You should have an inventory from when you first moved in – this records the state of the property when you arrived – and another separate inventory that you/the landlord fills out when you leave that records the state of the property at that point. The difference between the two effectively shows you what has happened to the property in the intervening years. So, when you left, the inventory that was filled out should have been filled out for the property as it is now, not the property as it was 14 years ago.

It’s the landlord who has to establish that any damage is due to you before deductions can be made – basically they must prove you have caused damage that will result in financial loss to them and that’s the only basis on which they can deduct money. 

What is wear and tear will vary with each property – it wouldn’t be possible for us on here to tell you what is and what isn’t without seeing the property. However, normally small scratches to paintwork, small carpet marks, skirting board scuffs, faded fabrics etc would be wear and tear. Some items might stop working as a result of wear and tear, such as a kettle and a loo seat might be expected to crack as a result of 14 years of use, for example. A good measure is to look at whether normal use of a property would result in something happening – for example, tenants repeatedly walking across a hall carpet for 14 years might cause it to become threadbare.

Depending on when your tenancy was last renewed, your landlord may need to have protected your deposit with one of three tenancy deposit schemes.
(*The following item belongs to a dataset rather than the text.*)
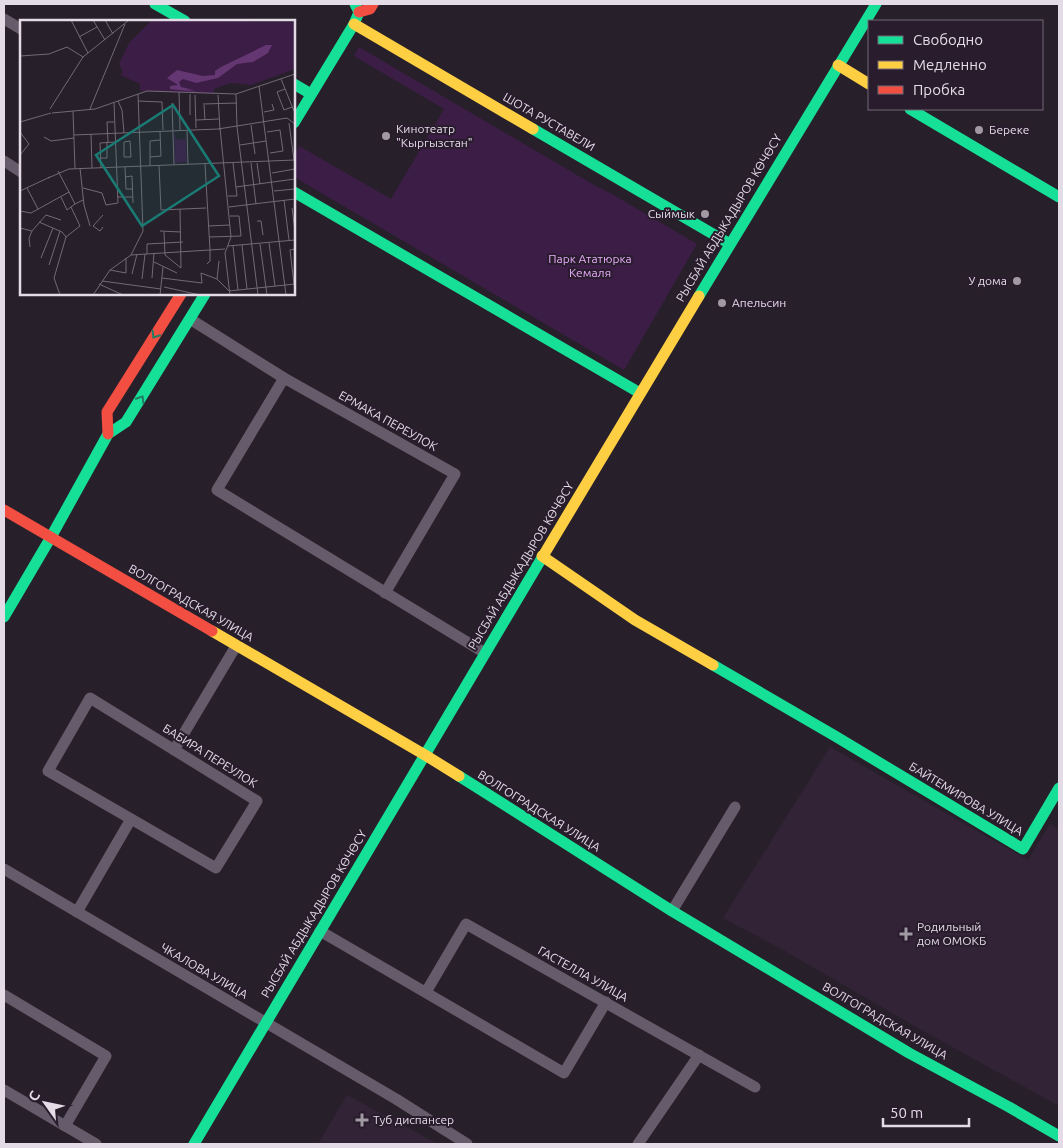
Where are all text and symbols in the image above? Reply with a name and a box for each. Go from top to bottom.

If that has been done then you can raise a dispute with the scheme if you believe the landlord is trying to make unfair deductions and the landlord will have to prove a right to keep the money. If the landlord has not protected your deposit when they should have then – as a separate issue – you can claim compensation for 1-3 times the amount and the landlord can’t make any deposit deductions.
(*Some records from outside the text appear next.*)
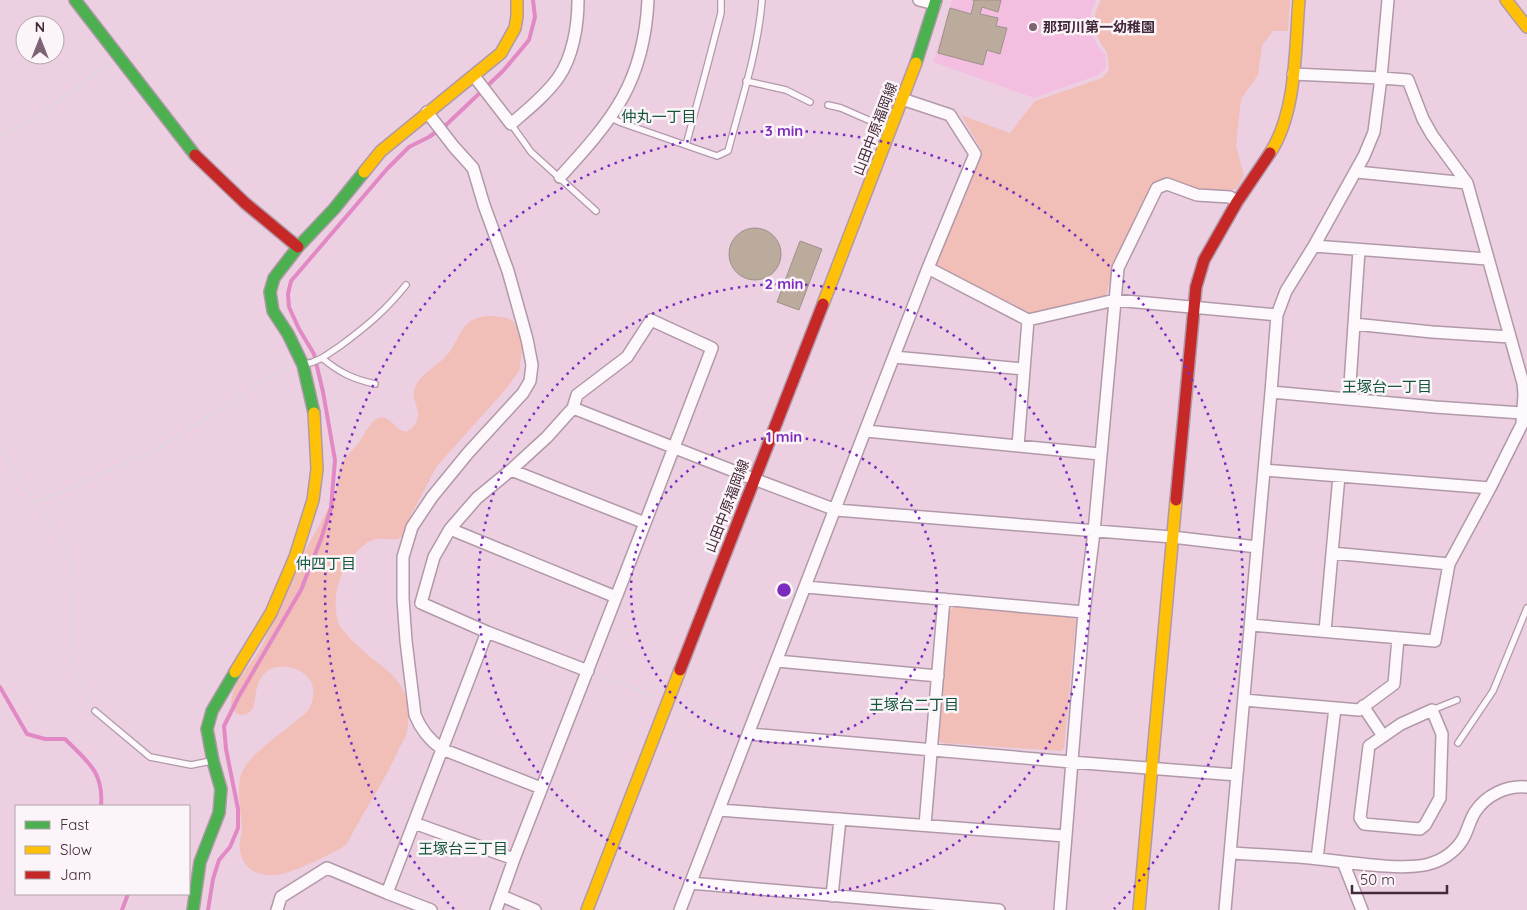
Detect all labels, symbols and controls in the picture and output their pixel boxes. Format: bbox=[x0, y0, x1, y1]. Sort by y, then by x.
north arrow bbox=[15, 15, 65, 65]
text: N bbox=[35, 18, 45, 36]
place label: 那珂川第一幼稚園 bbox=[1043, 18, 1155, 36]
marker: 那珂川第一幼稚園 bbox=[1027, 21, 1039, 33]
street label: 山田中原福岡線 bbox=[849, 80, 901, 178]
district label: 仲丸一丁目 bbox=[621, 107, 697, 126]
text: 3 min bbox=[765, 121, 803, 140]
text: 2 min bbox=[764, 274, 804, 293]
district label: 王塚台一丁目 bbox=[1342, 377, 1432, 396]
text: 1 min bbox=[766, 427, 802, 446]
street label: 山田中原福岡線 bbox=[701, 457, 753, 555]
district label: 仲四丁目 bbox=[296, 554, 356, 573]
centre of rings bbox=[775, 581, 793, 599]
district label: 王塚台二丁目 bbox=[869, 695, 959, 714]
legend bbox=[15, 805, 190, 895]
text: Fast bbox=[60, 815, 89, 834]
district label: 王塚台三丁目 bbox=[418, 839, 508, 858]
text: Slow bbox=[60, 840, 92, 859]
scale bar bbox=[1352, 862, 1447, 894]
text: Jam bbox=[60, 865, 91, 884]
text: 50 m bbox=[1360, 870, 1395, 889]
If there was no obligation to protect the deposit then you may need to tell the landlord you will take them to court if they try to make unfair deductions from your deposit. You would then make a small claim for the amount you believe unfair and the landlord would have to justify the deduction to the court.

Given that there’s lots going on here it might be worth speaking to someone with legal experience at Citizens Advice or a law centre to get an idea of what you can do with the situation you’re in.